### Task brief
What is needed is a verbatim copy of the data, minus the pictures.

### Provided data
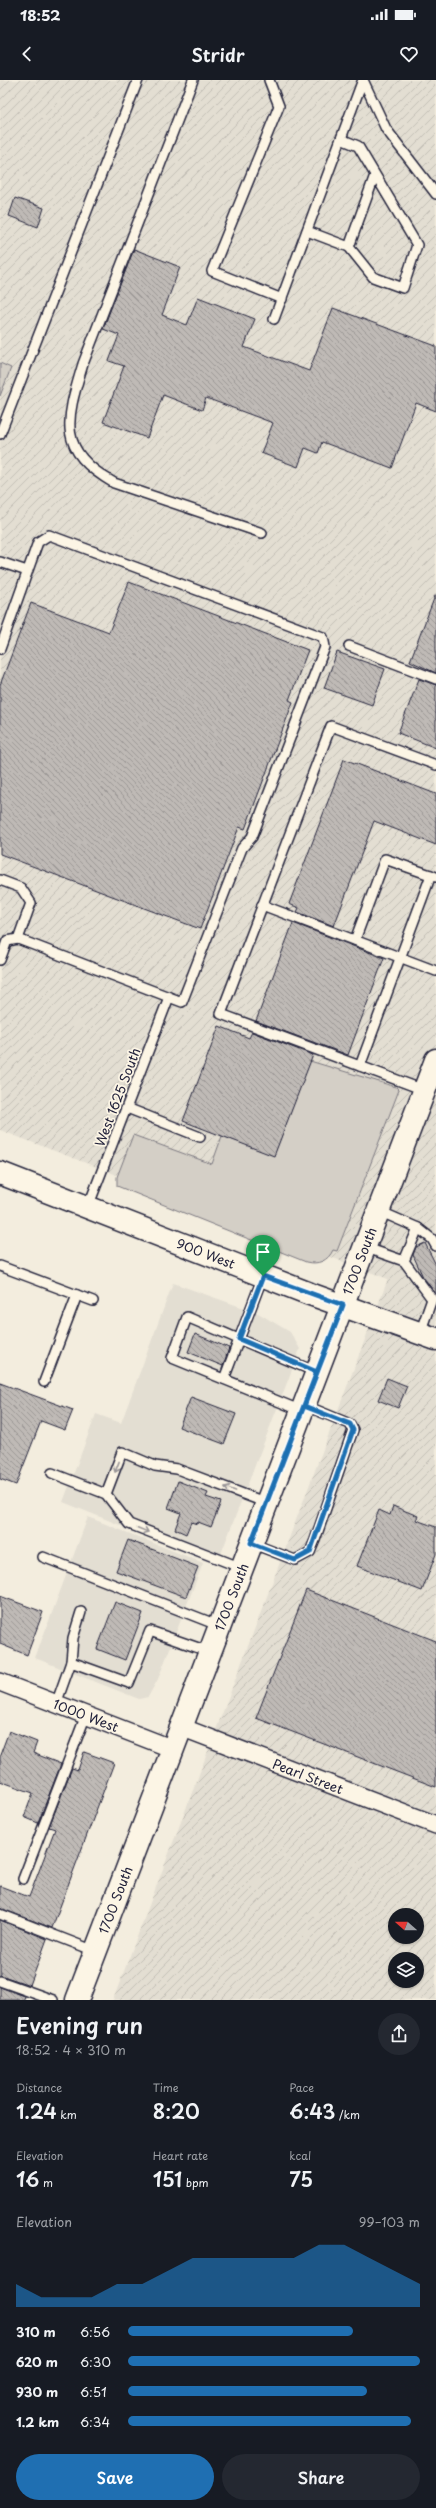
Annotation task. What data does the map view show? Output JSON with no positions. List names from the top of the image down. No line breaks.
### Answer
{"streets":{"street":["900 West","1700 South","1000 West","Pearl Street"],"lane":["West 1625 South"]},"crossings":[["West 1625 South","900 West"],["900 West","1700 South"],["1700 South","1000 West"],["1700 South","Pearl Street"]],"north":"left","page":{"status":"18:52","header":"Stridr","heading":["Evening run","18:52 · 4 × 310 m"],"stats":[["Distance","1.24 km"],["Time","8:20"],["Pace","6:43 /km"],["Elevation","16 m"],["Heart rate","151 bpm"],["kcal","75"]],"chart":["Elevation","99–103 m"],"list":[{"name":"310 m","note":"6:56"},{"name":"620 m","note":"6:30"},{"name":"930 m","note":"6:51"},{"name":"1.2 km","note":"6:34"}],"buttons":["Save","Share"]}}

### Solution to the exercise
Annotation task. What data does the map view show? Output JSON with no positions. List names from the top of the image down. No line breaks.
### Answer
{"streets":{"street":["900 West","1700 South","1000 West","Pearl Street"],"lane":["West 1625 South"]},"crossings":[["West 1625 South","900 West"],["900 West","1700 South"],["1700 South","1000 West"],["1700 South","Pearl Street"]],"north":"left","page":{"status":"18:52","header":"Stridr","heading":["Evening run","18:52 · 4 × 310 m"],"stats":[["Distance","1.24 km"],["Time","8:20"],["Pace","6:43 /km"],["Elevation","16 m"],["Heart rate","151 bpm"],["kcal","75"]],"chart":["Elevation","99–103 m"],"list":[{"name":"310 m","note":"6:56"},{"name":"620 m","note":"6:30"},{"name":"930 m","note":"6:51"},{"name":"1.2 km","note":"6:34"}],"buttons":["Save","Share"]}}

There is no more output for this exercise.